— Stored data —

━━━━━━━━━━━━━━━━━━━━━━━━━━━━━━

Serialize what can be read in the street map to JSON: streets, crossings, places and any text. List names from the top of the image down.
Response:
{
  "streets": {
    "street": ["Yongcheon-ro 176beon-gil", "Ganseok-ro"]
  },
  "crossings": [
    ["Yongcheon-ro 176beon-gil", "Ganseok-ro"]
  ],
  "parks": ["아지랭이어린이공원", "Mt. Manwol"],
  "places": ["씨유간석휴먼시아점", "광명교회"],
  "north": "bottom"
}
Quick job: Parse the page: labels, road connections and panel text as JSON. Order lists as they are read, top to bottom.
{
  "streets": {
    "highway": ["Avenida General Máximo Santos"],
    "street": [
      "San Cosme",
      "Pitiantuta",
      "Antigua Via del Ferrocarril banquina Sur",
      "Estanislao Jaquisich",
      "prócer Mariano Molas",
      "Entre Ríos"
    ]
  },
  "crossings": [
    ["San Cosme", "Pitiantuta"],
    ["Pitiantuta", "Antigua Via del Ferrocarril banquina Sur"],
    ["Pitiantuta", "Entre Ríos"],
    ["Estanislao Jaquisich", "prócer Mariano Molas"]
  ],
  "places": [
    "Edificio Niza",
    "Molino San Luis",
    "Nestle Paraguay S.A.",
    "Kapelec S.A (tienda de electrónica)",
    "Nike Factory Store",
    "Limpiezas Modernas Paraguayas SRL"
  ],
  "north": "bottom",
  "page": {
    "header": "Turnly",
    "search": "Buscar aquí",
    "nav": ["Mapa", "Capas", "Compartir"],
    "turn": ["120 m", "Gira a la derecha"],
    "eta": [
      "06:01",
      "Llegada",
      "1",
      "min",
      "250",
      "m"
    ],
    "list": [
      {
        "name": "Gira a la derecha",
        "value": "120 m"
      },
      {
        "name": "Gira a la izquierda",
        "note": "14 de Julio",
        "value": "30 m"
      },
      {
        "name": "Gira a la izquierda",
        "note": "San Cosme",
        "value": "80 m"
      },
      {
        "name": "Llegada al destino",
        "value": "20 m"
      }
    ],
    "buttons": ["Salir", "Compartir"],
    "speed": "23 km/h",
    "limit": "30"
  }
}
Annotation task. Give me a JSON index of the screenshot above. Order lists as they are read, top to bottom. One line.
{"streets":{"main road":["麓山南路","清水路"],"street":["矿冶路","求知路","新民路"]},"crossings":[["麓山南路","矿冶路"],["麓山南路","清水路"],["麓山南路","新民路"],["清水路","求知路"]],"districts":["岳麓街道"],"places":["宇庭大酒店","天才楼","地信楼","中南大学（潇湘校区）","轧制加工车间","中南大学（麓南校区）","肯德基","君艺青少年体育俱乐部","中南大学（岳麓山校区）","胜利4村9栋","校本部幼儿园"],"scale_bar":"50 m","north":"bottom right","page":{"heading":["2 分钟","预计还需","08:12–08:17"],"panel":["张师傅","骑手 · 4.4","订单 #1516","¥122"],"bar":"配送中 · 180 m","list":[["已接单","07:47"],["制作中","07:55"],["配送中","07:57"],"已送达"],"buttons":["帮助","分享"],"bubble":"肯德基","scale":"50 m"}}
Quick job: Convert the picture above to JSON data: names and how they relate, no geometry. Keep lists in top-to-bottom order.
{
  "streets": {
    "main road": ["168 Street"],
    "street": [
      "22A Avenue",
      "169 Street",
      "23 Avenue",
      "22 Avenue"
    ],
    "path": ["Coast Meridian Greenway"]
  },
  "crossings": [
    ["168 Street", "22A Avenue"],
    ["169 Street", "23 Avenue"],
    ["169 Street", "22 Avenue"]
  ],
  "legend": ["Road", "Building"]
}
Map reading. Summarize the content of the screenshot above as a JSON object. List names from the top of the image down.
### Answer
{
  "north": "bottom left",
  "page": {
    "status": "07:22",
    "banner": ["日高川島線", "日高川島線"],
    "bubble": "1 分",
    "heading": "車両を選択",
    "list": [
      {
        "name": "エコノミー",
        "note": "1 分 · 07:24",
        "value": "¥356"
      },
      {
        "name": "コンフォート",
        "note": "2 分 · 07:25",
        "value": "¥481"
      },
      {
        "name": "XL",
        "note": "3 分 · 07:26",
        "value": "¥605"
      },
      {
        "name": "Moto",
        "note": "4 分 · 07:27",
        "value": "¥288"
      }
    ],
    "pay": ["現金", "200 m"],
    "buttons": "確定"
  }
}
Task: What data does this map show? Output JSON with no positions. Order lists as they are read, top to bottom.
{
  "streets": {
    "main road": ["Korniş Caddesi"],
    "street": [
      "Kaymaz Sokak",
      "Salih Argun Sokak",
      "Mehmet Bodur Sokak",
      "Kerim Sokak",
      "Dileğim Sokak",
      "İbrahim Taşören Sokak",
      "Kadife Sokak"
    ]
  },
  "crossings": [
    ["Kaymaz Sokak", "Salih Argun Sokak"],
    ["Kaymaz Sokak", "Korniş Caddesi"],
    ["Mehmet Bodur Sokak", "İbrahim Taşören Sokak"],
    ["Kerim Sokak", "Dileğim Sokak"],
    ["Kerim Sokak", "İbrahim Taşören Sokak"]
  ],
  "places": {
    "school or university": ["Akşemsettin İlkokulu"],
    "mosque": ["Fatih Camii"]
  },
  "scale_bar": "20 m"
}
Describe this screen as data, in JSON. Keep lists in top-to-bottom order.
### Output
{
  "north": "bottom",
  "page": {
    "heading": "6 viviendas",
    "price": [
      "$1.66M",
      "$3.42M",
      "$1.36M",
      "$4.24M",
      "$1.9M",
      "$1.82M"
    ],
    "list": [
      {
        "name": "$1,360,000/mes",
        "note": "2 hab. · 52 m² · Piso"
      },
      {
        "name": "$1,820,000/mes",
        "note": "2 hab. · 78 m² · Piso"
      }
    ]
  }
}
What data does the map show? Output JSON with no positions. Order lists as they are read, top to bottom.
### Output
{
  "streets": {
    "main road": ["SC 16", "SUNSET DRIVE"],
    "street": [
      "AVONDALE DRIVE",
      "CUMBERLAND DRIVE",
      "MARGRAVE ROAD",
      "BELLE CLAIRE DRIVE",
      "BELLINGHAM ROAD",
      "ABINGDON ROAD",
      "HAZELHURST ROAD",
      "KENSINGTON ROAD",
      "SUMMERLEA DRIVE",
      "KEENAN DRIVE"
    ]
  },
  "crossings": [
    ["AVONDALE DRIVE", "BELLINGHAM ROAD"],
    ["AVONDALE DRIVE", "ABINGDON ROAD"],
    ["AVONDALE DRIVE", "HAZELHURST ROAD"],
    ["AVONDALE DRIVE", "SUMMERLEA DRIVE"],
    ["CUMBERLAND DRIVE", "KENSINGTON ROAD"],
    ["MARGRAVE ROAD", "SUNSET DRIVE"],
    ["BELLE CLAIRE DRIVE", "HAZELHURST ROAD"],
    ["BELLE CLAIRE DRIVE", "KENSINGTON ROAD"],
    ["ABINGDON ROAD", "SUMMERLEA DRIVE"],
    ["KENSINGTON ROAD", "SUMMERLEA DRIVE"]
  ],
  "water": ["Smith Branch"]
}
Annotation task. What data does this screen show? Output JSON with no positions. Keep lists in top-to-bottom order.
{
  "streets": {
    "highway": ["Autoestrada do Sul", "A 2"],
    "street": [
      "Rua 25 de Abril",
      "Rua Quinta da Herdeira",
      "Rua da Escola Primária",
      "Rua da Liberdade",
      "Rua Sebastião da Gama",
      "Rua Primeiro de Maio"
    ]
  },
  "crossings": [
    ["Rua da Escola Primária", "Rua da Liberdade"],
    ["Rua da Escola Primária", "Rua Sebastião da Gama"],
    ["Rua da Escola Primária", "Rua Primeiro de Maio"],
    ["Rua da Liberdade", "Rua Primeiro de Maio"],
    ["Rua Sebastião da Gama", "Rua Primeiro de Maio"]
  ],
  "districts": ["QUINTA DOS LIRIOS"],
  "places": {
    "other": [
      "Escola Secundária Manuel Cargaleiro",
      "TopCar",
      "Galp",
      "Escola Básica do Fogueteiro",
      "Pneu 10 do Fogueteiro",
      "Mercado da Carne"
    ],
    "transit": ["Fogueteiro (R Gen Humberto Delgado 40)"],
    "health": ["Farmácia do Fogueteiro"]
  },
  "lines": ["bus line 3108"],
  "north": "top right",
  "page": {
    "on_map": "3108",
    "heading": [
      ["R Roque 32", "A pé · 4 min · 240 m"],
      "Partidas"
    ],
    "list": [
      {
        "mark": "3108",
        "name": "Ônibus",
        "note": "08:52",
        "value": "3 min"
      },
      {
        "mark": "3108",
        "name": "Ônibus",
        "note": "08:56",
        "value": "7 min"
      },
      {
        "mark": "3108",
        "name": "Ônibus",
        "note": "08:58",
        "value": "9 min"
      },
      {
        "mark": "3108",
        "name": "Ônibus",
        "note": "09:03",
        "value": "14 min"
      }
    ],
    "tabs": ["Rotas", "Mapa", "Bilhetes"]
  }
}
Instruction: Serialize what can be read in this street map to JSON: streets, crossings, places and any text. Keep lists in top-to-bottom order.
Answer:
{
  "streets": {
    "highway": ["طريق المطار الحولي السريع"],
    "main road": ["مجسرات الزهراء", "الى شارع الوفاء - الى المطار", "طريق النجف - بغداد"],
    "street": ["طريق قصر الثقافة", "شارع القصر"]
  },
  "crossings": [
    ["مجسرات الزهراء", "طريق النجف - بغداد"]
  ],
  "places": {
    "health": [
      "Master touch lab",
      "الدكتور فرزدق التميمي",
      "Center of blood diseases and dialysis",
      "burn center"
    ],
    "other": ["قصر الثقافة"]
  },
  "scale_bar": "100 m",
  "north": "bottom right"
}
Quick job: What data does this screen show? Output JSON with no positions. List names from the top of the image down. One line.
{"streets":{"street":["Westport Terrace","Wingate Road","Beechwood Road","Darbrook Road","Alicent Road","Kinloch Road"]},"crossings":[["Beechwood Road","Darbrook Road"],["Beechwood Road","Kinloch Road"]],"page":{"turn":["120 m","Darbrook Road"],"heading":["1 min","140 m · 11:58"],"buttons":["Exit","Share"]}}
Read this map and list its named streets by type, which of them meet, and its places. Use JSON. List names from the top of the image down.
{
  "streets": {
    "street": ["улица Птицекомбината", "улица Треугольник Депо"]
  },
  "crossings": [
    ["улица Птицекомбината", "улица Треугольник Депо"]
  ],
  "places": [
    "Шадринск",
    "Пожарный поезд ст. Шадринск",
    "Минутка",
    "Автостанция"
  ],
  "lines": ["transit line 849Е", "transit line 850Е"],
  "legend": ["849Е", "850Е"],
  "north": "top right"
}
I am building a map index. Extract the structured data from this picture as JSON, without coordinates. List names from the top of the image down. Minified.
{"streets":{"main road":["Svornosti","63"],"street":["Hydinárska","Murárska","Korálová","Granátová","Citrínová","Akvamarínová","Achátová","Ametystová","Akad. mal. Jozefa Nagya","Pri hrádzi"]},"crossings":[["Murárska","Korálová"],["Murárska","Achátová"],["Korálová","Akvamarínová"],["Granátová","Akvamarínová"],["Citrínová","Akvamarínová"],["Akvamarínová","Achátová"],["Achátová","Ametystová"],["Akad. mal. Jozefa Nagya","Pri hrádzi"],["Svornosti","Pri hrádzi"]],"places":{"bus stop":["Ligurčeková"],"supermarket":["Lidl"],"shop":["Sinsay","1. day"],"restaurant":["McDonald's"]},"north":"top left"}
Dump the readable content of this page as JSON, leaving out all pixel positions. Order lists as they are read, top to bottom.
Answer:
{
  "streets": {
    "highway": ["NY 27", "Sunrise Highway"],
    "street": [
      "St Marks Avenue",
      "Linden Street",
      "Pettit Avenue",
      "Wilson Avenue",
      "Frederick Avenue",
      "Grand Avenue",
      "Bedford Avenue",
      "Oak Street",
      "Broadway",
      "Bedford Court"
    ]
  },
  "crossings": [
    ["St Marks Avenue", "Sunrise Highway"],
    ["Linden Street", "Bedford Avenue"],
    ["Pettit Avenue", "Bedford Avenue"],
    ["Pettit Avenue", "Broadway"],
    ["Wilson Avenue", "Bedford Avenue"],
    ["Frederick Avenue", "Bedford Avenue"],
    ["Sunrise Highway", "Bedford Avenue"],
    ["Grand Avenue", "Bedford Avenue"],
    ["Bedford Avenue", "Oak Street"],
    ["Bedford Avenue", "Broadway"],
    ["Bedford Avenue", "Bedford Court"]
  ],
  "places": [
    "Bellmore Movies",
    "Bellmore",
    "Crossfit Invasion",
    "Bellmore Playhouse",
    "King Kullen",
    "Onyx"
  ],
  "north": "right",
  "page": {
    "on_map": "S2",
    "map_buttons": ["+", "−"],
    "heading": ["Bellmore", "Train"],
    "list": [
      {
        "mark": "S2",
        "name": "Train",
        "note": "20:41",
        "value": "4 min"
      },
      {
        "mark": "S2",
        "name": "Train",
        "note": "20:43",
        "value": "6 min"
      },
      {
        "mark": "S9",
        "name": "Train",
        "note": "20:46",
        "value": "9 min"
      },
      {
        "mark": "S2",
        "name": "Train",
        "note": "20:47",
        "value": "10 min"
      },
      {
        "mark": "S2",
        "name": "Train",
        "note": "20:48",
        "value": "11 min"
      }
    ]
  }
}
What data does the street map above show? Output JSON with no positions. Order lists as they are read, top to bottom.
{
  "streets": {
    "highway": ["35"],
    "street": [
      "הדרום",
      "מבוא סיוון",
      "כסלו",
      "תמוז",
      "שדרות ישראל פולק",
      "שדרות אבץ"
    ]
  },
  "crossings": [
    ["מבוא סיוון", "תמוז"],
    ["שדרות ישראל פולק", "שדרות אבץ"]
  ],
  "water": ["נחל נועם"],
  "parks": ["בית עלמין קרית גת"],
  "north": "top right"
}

━━━━━━━━━━━━━━━━━━━━━━━━━━━━━━

Copy each line above containing the string "Serialize".

Serialize what can be read in the street map to JSON: streets, crossings, places and any text. List names from the top of the image down.
Instruction: Serialize what can be read in this street map to JSON: streets, crossings, places and any text. Keep lists in top-to-bottom order.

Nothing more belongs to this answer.